Direct Anterior Approach (DAA) for Total Hip Replacement – with or without traction table?

February 3, 2017

There continues to be a lot of interest in the type of surgical approach used for hip replacement. The Direct Anterior Approach, is a muscle sparing approach which seems to confer advantages when recovering from hip replacement surgery. Without cutting any muscle, the new hip is inherently more stable so fewer early restrictions are necessary. There seems to be much less need for strong pain medications after the surgery which means patients feel better more quickly. The are two different ways that the procedure is performed – one uses a specialised traction table which puts a lot of force through the limb to aid access and the other is performed without using forceful traction.

In published reports regarding the outcomes associated with the Direct Anterior Approach, it is important to distinguish series that use the traction table and those that do not. There seem to be more reports of fractures around implants in series that use the traction table. This may be partly related to the type of implant used which is sometimes dictated by the actual approach. In my view the approach should not determine the type of implant used as this should be determined by the anatomy of the femur and the outcomes of the device used. Without relying on the traction table a wide variety of implants are used and the operation is perhaps a rather gentler operation.

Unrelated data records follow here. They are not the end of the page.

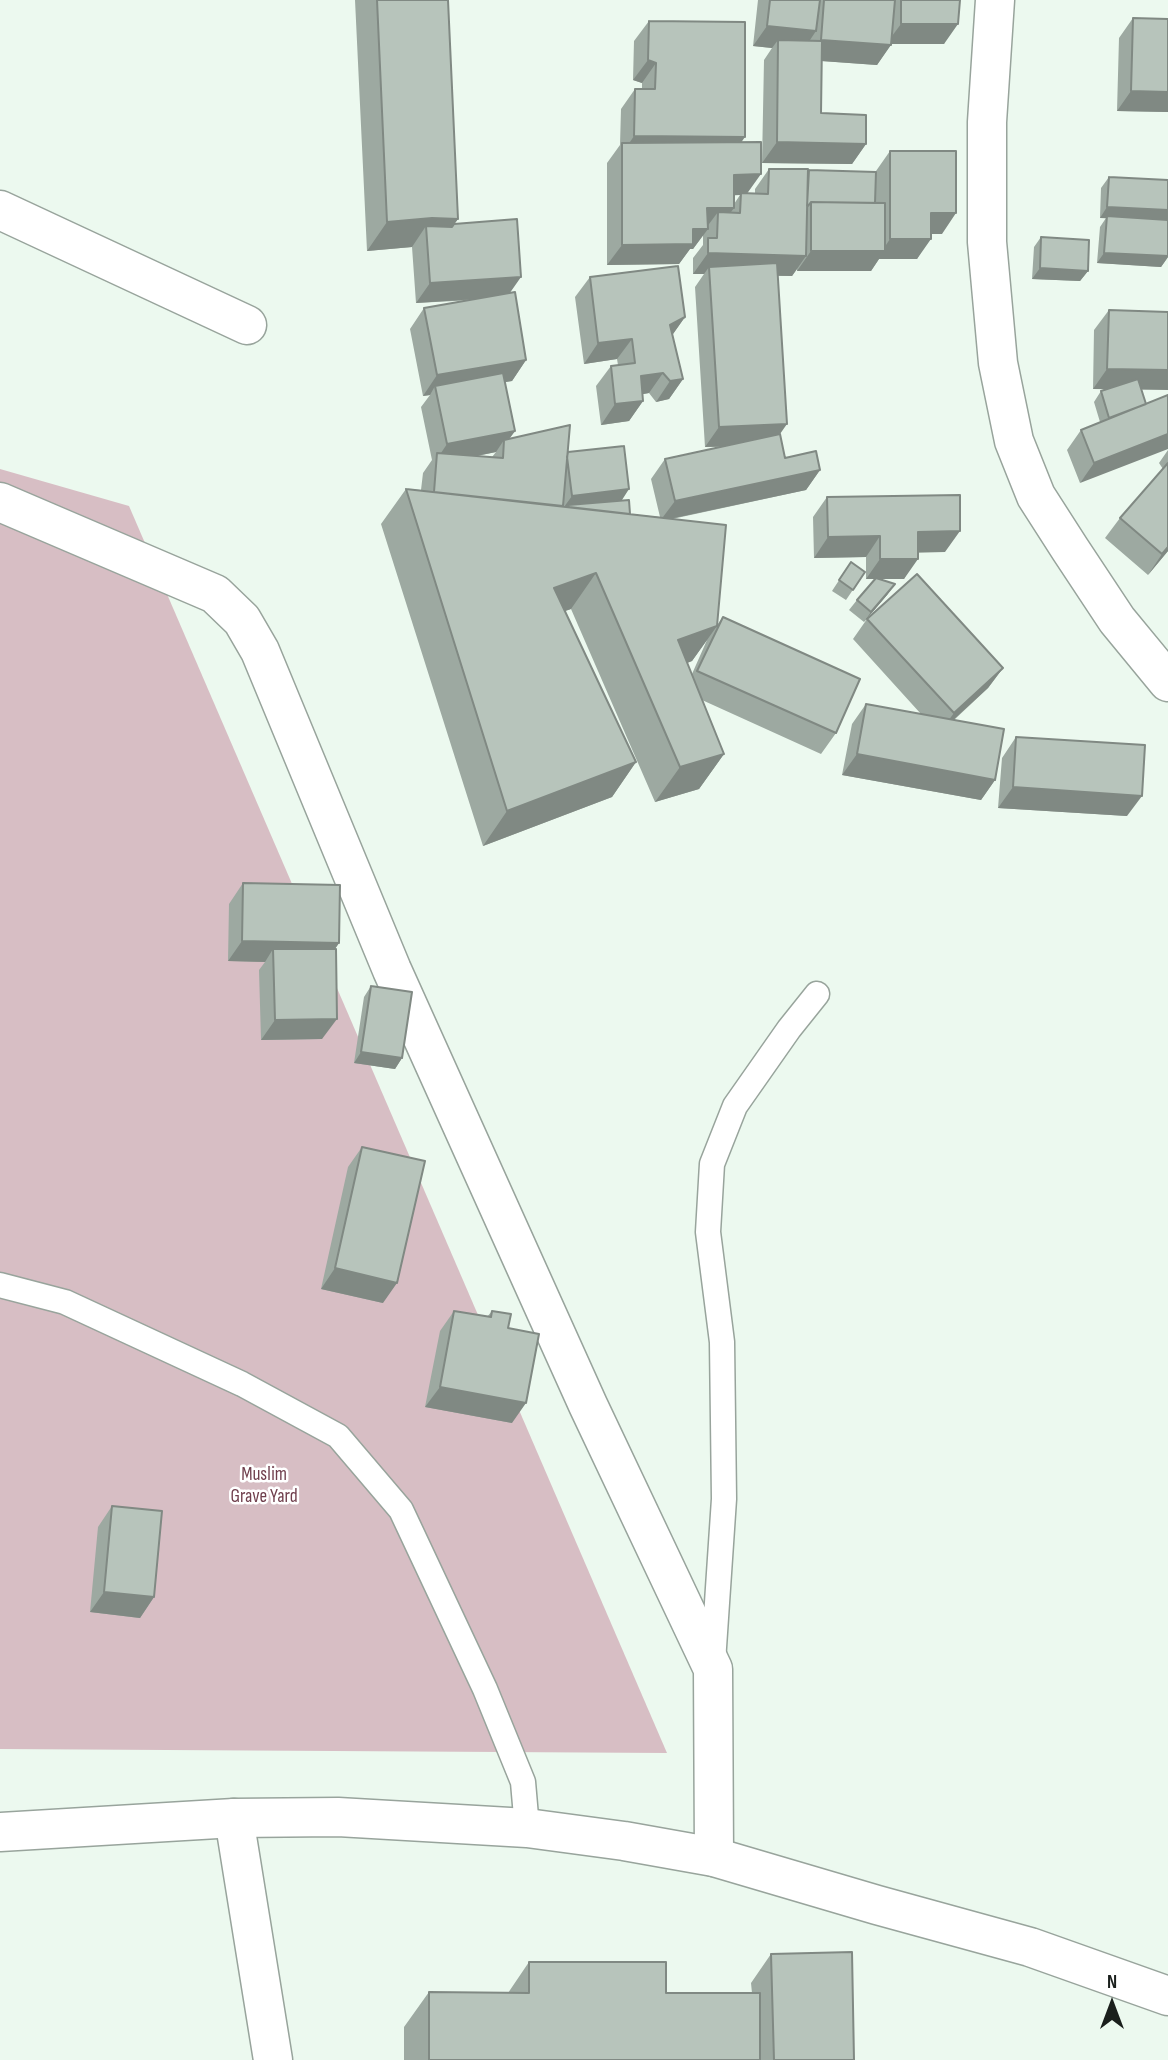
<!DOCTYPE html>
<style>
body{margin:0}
#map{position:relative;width:1168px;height:2060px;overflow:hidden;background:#ecf9ef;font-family:"Sofia Sans Condensed",sans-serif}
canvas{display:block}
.north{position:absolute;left:1077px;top:1969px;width:70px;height:70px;-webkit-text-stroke:5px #fff;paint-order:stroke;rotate:0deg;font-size:19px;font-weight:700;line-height:28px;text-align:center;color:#1a1f1c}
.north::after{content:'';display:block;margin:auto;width:24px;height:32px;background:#1a1f1c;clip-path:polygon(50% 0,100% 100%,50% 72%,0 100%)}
</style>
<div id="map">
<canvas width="1168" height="2060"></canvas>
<div class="north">N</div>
</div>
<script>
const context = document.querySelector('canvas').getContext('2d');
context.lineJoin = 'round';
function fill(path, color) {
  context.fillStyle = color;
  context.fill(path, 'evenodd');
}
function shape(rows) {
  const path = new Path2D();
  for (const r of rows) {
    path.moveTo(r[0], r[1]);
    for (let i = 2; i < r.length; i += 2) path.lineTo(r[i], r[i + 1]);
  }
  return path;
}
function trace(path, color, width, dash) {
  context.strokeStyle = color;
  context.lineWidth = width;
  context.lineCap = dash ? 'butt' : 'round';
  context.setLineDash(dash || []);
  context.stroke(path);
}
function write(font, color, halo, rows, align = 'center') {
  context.font = font + ' "Sofia Sans Condensed",sans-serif';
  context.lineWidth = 5;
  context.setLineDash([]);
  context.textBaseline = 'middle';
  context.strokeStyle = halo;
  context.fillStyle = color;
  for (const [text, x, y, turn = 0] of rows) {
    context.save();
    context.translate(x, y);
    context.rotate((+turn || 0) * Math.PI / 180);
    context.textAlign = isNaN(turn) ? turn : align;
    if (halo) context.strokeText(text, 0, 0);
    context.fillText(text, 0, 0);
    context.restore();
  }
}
const green = shape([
 [0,469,129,506,667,1753,0,1749]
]);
const lane = shape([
 [0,1285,65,1302,242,1384,338,1436,401,1510,485,1689,523,1782,527,1828],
 [713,1662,724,1499,722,1342,708,1232,712,1164,735,1106,789,1029,817,994]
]);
const street = shape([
 [995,0,987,122,987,242,998,363,1014,441,1036,496,1070,549,1117,620,1168,682],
 [0,210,247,325],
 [0,502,215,594,242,620,260,651,392,970,588,1405,713,1669,714,1857],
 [234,1818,273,2060]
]);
const secondary = shape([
 [0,1832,234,1818,338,1817,527,1828,624,1841,714,1857,877,1905,1030,1947,1168,1996]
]);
const wall = shape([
 [355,0,448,0,458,219,454,224,510,293,526,360,512,381,505,382,515,431,509,439,568,452,622,500,602,502,630,514,660,517,651,479,665,459,720,447,705,447,695,287,704,274,693,274,693,258,703,245,703,235,693,249,690,249,679,264,607,265,607,163,620,145,621,109,635,89,642,89,642,83,633,80,634,41,649,21,741,142,747,193,755,194,755,189,769,169,876,203,876,171,890,151,942,234,931,234,917,259,879,259,871,271,797,271,797,269,792,276,777,276,780,434,785,458,820,470,806,490,672,519,717,625,723,617,836,733,821,754,702,700,724,754,699,789,655,802,571,609,565,611,636,762,612,797,483,846,381,524,406,489,421,490,423,473,432,460,421,407,430,395,423,396,410,329,424,308,474,300,416,303,412,247,367,251],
 [734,195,740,195,734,204],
 [496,452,492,457,477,456],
 [707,640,692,674,687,663,692,661],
 [758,0,960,0,944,44,891,44,877,65,822,61,821,113,866,144,852,164,762,163,764,60,772,48,753,46],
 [1133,18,1168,112,1117,111,1119,38],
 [1109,177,1168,180,1168,257,1161,267,1097,263,1100,227,1106,218,1100,218,1101,188],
 [1041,237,1088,271,1080,281,1032,279,1034,247],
 [590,277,685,317,672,335,683,379,669,399,656,402,649,393,643,394,643,401,629,421,601,425,596,386,611,366,618,365,617,359,584,364,575,297],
 [1109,310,1146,404,1080,483,1067,450,1081,430,1100,422,1094,402,1101,391,1107,389,1093,389,1094,330],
 [1168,450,1168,551,1148,575,1105,538,1120,518,1163,469,1159,463],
 [827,497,945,552,918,552,904,579,880,579,895,584,887,595,864,622,849,610,857,600,875,579,866,579,866,557,814,558,813,517],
 [851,562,865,572,846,600,832,591],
 [867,619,1003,668,988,688,954,720,995,780,981,800,842,775,852,724,866,704,921,714,853,639],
 [1016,737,1127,816,998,808,1002,758],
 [243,883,339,943,335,949,322,1039,261,1040,259,970,265,962,228,961,229,904],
 [371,986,402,1058,395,1069,354,1063,364,997],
 [362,1147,383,1303,321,1289,348,1167],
 [454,1311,487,1317,492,1311,508,1328,512,1423,425,1407,440,1331],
 [112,1506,154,1597,140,1618,90,1612,98,1527],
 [771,1954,854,2060,404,2060,404,2027,429,1992,508,1993,529,1962,666,1993,752,1993,751,1983]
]);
const shadedWall = shape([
 [901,24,958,24,944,44,886,44],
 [767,26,816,31,802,52,778,40,772,48,753,46],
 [821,40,891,45,877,65,807,60],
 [648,60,656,63,642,83,633,80],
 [1131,91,1168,92,1168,112,1117,111],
 [634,136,745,137,730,158,622,154],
 [777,142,866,144,852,164,762,163],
 [761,174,746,195,741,193,740,195,719,196,734,175],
 [1107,207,1168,210,1168,221,1100,218],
 [707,208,734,208,719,228,718,212,706,228],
 [931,213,956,213,942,234,917,234],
 [432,218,458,219,438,247,426,226,412,247,367,251,387,222],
 [693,229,708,229,693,249,690,249,679,264,607,265,622,245],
 [890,239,931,239,917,259,879,259,871,271,797,271,811,251,882,251],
 [708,253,806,256,792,276,710,274,709,267,704,274,693,274],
 [1104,253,1168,256,1168,257,1161,267,1097,263],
 [1040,268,1088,271,1080,281,1032,279],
 [521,277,507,297,416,303,430,283],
 [685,317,671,337,670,325],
 [632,339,617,359,584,364,598,343],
 [526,360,512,381,437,393,435,386,430,395,423,396,437,375],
 [1107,369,1168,370,1168,390,1093,389],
 [663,373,649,393,627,397,641,376],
 [683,379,669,399,656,402,670,381],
 [643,401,629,421,601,425,615,404],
 [787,424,773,444,705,447,719,427],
 [515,431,504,446,504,440,496,452,436,464,437,459,447,444],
 [1168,434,1168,449,1080,483,1094,463],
 [820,470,806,490,660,521,675,501],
 [629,489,622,500,569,506,568,505,567,507,564,507,572,496],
 [960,531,945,552,904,553,918,532],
 [880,536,866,557,814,558,828,537],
 [1168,547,1168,551,1148,575,1162,554],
 [880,559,918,559,904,579,866,579],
 [596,573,571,609,530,623,554,588],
 [895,584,887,595,864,622,871,612],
 [717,626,692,661,654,676,678,640],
 [1003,668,988,688,939,733,954,713],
 [724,754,699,789,655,802,680,767],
 [857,754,995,780,981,800,842,775],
 [636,762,612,797,483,846,507,811],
 [1013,787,1142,796,1127,816,998,808],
 [242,941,339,943,325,963,273,949,265,962,228,961],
 [337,1019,322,1039,261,1040,275,1020],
 [361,1052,402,1058,395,1069,354,1063],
 [335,1268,397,1283,383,1303,321,1289],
 [440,1387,526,1403,512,1423,425,1407],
 [104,1592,154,1597,140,1618,90,1612]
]);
const building = shape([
 [377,0,448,0,458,219,432,218,387,222,377,0],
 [770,0,820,0,816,31,767,26,770,0],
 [824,0,895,0,891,45,821,40,824,0],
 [901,0,960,0,958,24,901,24,901,0],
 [1133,18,1168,19,1168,92,1131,91,1133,18],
 [649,21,745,22,745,137,634,136,635,89,655,89,656,63,648,60,649,21],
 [778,40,822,41,821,113,866,115,866,144,777,142,778,40],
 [761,142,761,174,734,175,734,208,707,208,708,229,693,229,693,244,622,245,622,143,761,142],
 [890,151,956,151,956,213,931,213,931,239,890,239,890,151],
 [769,169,808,169,806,256,708,253,708,238,717,238,718,212,740,213,741,193,768,194,769,169],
 [809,170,876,172,875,203,811,202,808,206,807,206,809,170],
 [1109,177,1168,180,1168,210,1107,207,1109,177],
 [811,202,885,203,885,251,811,251,811,202],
 [1107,216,1168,220,1168,256,1104,253,1107,216],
 [517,219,521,277,430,283,426,226,452,227,454,224,517,219],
 [1041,237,1089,240,1088,271,1040,268,1041,237],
 [777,263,787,424,719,427,709,267,777,263],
 [678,266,685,317,670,325,683,379,670,381,663,373,641,376,643,401,615,404,611,366,635,363,632,339,598,343,590,277,678,266],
 [515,292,526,360,437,375,424,308,515,292],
 [1109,310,1168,312,1168,370,1107,369,1109,310],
 [503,373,515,431,447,444,435,386,503,373],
 [1138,379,1146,404,1109,418,1101,391,1138,379],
 [1168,395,1168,434,1094,463,1081,430,1168,395],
 [570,425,563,506,434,492,437,453,503,458,504,440,570,425],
 [780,434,785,458,816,451,820,470,675,501,665,459,780,434],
 [624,446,629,489,572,496,567,457,568,452,624,446],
 [1168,463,1168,547,1162,554,1120,518,1168,463],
 [406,489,726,525,717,626,678,640,724,754,680,767,596,573,554,588,636,762,507,811,406,489],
 [960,495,960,531,918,532,918,559,880,559,880,536,828,537,827,497,960,495],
 [629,500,630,514,569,507,568,505,629,500],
 [851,562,865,572,853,590,839,580,851,562],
 [917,574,1003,668,954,713,867,619,917,574],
 [876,578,895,584,871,612,857,600,876,578],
 [723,617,860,679,836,733,697,671,723,617],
 [866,704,1004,729,995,780,857,754,866,704],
 [1016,737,1145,745,1142,796,1013,787,1016,737],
 [243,883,340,885,339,943,242,941,243,883],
 [273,949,336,949,337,1019,275,1020,273,949],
 [371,986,412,992,402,1058,361,1052,371,986],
 [362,1147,425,1161,397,1283,335,1268,362,1147],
 [454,1311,491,1317,492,1311,511,1314,508,1328,539,1334,526,1403,440,1387,454,1311],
 [112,1506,162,1511,154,1597,104,1592,112,1506],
 [852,1952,854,2060,774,2060,771,1954,852,1952],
 [529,1962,666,1962,666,1993,760,1993,760,2060,429,2060,429,1992,529,1993,529,1962]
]);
const parkNames = [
 ["Muslim",264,1475],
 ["Grave Yard",264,1497]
];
fill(green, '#d7bec4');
trace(lane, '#98a49c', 27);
trace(street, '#98a49c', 41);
trace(secondary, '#98a49c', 41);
trace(lane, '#fff', 24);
trace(street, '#fff', 38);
trace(secondary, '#fff', 38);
fill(wall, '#9da9a1');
fill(shadedWall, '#808983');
fill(building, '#b7c4bb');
trace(building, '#808983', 2);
write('19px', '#6f3e4c', '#fff', parkNames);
</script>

My preference is to use the DAA for total hip replacement and I use a standard operating table rather than a traction device. My observation is that patients find the recovery easier and ultimately I feel that minimal disturbance of the muscle envelope around the hip will result in the hip feeling more natural.

A common question is why more people do not use this approach. It has become increasingly used in the USA and certain parts of Europe. It has a lot to do with training and to change to this approach when familiar with an alternative is not easy and there is a significant ‘learning curve’. As more surgeons  during their training become familiar with this approach I am sure we will see more surgeons routinely using it.